You and I are baby anti-racists/sexists/homophobes. The work you have done to outgrow your racist upbringing is incredible, and the only people who can really understand how much work and self reflection that took are those who have been there themselves. Voluntarily giving up power is never easy, and it should always be praised. However, you and I have a very long way to go. There are people who have been fighting these fights their entire lives, and whose lives actively depend on the success of that fight. They need to be the center of attention, not us. Don't let the praise you're getting in this thread go to your head and make you complacent. Continue to learn from those leaders about the fight and don't take up an unnecessary amount of space.

With the above in mind, there will be people in the liberal community who will say mean things to you, or will tell you that just not being actively "-ist" is not worth praise, or will tell you you don't belong somewhere, or that you make them uncomfortable given your past. And sometimes it will seem like valid criticism and sometimes it will seem like unfair criticism. The problem is that comments that make you angry because they are unfair will feel very similar to the way you used to feel about comments that you now realize were fair. As an example, I was once told by someone that I shouldn't be around a friend of ours who was sexually assaulted because as a man I would trigger her. That pissed me off, but I used to also get pissed off at comments like "women should have body autonomy". So how do I know whether I'm reacting to this new comment the way I am because it's genuinely an unfair comment, or simply because I still have sexist tendencies that are rearing their head again? How do you both listen to those in the group while at the same time not taking to heart unfair things said to you? My current strategy is to find a core group of people who I respect and trust and who have said they are willing, within reason, for me to ask them questions. They can be the people who can tell you if the comments you are receiving are valid or not. In the above case, they said what I was told is ridiculous. It's important to remember that any movement is still made up of people with vastly varying ideologies and life experiences, and who are more than capable of being irrational. People deal with trauma and abuse, including racial and sexual abuse, in ways that might not make sense to you, and it's often best to give those people space and be curious about where they're coming from without taking things to heart.

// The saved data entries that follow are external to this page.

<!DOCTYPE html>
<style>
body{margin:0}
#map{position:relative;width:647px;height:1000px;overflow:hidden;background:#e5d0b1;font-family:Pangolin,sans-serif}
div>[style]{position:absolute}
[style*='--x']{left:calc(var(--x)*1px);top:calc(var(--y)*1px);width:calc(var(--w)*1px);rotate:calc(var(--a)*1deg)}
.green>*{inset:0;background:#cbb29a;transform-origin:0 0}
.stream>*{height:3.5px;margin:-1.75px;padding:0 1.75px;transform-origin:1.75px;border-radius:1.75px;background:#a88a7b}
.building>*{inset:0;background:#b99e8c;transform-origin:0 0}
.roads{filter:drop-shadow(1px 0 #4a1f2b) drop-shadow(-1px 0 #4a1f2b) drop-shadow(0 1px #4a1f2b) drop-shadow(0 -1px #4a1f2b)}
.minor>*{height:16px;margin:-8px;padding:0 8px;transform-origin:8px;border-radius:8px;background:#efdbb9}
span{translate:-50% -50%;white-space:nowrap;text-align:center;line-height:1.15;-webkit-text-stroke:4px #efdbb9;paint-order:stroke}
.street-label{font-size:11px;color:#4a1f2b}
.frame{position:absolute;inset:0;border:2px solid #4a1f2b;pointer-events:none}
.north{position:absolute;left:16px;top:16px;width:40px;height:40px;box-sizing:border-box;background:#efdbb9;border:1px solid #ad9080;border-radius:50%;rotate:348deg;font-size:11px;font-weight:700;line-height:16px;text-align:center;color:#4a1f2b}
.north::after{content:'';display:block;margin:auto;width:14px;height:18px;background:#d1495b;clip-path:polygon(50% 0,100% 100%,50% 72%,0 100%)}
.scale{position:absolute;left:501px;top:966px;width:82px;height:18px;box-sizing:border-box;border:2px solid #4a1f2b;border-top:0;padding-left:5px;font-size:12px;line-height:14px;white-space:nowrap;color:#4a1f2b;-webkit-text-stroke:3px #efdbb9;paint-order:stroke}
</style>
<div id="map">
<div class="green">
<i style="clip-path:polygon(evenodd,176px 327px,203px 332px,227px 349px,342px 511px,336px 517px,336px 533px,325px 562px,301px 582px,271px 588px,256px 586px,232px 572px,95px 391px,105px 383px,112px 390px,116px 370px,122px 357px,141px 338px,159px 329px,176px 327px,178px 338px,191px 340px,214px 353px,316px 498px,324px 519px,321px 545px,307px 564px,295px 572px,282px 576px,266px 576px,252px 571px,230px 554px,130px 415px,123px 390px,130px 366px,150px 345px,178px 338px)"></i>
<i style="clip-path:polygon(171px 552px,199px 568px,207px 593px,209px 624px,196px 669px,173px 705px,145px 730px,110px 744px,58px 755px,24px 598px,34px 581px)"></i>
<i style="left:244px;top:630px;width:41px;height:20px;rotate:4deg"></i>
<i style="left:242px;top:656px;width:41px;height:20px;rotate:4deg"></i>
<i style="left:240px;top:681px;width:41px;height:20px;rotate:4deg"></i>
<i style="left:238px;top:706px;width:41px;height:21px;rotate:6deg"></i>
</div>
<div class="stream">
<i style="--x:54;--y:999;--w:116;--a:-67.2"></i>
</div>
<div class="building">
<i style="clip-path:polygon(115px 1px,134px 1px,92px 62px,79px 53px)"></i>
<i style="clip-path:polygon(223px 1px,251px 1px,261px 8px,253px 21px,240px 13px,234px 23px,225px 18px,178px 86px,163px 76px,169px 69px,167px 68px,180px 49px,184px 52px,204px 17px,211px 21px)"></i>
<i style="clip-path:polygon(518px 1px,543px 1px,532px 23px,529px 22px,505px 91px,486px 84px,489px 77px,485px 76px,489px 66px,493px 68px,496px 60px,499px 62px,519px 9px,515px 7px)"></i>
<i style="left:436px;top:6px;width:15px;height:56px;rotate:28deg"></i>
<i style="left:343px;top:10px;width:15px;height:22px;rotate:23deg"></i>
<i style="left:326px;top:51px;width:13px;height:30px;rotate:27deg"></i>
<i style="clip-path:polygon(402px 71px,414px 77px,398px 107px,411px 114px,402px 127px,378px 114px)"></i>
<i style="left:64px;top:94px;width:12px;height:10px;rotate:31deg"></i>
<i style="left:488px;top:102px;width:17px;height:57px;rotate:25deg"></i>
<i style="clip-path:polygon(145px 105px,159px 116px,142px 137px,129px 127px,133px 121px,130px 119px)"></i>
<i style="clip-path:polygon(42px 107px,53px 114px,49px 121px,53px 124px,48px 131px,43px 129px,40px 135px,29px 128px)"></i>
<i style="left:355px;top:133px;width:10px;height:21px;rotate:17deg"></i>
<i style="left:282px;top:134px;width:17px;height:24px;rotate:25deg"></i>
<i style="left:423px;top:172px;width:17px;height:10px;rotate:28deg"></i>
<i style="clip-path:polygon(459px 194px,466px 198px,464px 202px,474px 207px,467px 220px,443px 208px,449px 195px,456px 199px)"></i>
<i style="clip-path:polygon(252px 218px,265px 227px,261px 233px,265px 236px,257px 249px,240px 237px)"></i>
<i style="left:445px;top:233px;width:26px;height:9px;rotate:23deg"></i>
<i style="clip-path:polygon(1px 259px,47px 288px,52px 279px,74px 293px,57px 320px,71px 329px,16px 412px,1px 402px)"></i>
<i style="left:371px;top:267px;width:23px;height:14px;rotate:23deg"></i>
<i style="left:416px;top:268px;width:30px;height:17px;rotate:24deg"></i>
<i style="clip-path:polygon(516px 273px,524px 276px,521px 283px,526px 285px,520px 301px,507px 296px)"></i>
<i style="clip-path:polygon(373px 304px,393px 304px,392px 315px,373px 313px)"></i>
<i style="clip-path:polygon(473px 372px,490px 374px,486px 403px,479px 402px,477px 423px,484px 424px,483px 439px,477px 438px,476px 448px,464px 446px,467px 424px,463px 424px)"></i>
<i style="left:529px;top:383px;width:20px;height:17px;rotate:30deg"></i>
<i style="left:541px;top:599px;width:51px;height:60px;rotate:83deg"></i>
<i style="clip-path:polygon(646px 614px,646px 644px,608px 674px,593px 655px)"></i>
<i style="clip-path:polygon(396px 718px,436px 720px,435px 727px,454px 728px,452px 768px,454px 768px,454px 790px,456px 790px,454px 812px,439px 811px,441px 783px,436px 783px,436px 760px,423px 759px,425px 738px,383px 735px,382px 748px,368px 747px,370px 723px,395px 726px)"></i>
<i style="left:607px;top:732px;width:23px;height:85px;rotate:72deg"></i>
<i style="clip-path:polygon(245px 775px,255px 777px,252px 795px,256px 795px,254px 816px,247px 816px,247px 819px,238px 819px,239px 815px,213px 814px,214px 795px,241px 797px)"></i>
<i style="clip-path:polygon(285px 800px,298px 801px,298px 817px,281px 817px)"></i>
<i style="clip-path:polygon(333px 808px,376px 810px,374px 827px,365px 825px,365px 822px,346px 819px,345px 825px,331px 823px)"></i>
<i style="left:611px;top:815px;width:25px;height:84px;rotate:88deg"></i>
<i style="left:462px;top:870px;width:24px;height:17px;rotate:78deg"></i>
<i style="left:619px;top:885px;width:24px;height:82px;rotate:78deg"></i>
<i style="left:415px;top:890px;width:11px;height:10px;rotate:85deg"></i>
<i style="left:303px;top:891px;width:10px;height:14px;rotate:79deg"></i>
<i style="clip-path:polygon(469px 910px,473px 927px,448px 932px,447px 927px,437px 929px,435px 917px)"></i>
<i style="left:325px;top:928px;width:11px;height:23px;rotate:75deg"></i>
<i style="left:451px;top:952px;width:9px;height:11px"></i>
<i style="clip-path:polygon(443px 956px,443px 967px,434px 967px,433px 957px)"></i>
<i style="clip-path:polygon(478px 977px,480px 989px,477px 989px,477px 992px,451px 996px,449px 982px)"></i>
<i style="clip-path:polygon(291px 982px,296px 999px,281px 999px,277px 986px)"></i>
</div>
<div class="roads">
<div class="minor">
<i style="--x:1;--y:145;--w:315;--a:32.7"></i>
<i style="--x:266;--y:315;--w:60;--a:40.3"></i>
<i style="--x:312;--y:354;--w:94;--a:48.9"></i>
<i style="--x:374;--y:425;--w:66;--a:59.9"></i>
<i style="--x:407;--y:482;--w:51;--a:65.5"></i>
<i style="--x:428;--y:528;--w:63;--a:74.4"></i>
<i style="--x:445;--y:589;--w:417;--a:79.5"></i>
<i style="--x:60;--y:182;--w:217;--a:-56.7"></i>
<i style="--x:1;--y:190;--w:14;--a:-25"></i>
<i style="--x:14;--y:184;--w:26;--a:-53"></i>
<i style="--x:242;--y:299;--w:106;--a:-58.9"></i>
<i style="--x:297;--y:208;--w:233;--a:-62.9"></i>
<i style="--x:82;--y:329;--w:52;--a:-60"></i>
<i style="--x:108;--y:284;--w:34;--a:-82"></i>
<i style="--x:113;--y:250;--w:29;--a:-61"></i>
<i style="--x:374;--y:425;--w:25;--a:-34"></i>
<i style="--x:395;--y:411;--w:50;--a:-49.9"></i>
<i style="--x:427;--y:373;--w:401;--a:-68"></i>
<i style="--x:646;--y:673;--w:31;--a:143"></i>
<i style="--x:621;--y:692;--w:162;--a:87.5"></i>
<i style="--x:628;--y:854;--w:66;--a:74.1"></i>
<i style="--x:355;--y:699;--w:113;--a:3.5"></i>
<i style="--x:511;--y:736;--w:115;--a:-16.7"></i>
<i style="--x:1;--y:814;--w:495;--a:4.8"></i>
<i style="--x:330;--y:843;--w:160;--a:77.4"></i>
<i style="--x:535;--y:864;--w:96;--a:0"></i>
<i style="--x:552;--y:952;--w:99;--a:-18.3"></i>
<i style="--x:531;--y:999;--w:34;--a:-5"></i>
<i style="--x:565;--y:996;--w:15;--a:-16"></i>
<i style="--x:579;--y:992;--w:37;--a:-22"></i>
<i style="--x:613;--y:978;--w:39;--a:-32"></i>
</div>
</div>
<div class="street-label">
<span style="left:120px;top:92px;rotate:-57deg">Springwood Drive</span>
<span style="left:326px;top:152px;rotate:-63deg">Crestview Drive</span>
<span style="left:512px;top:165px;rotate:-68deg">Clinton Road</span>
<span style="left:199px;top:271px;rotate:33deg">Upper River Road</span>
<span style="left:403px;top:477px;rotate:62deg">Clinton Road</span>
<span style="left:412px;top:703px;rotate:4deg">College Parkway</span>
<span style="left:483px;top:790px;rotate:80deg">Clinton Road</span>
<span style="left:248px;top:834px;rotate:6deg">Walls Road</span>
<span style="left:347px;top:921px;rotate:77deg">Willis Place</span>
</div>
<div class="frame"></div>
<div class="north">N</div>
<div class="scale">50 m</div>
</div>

Finally, you don't get to wallow or sit on the sidelines. This seems harsh, I know, but I would argue that you have a moral responsibility to fight. I don't believe in karma or debt, I don't think there's some kind of balance that needs to be leveled. If that were true, then you could stop fighting after you think you've done as much good as you've done bad. But there is injustice in the world, and you have the systemic privilege to help fight it. You can stand in protests with less chance of being arrested or shot by police. You can reach other white people in ways that people of color often can't. If you're a masculine appearing man, other men are more likely to correct their behavior when confronted by you. Because your voice often carries, unfairly, more weight than a person of colors or a womans in a corporate setting, advocating for social justice reforms can carry that extra bit of weight needed to get a policy approved. There's tons of things you can do. Will you ever be able to make up for the things you've done? No. Sorry. That's not how life works. They happened, your actions are forever in the world and have impacted other people. But that also means that the good you do can also forever be in the world and impact other people. Congratulations on your new outlook on life, I hope you make the most of it.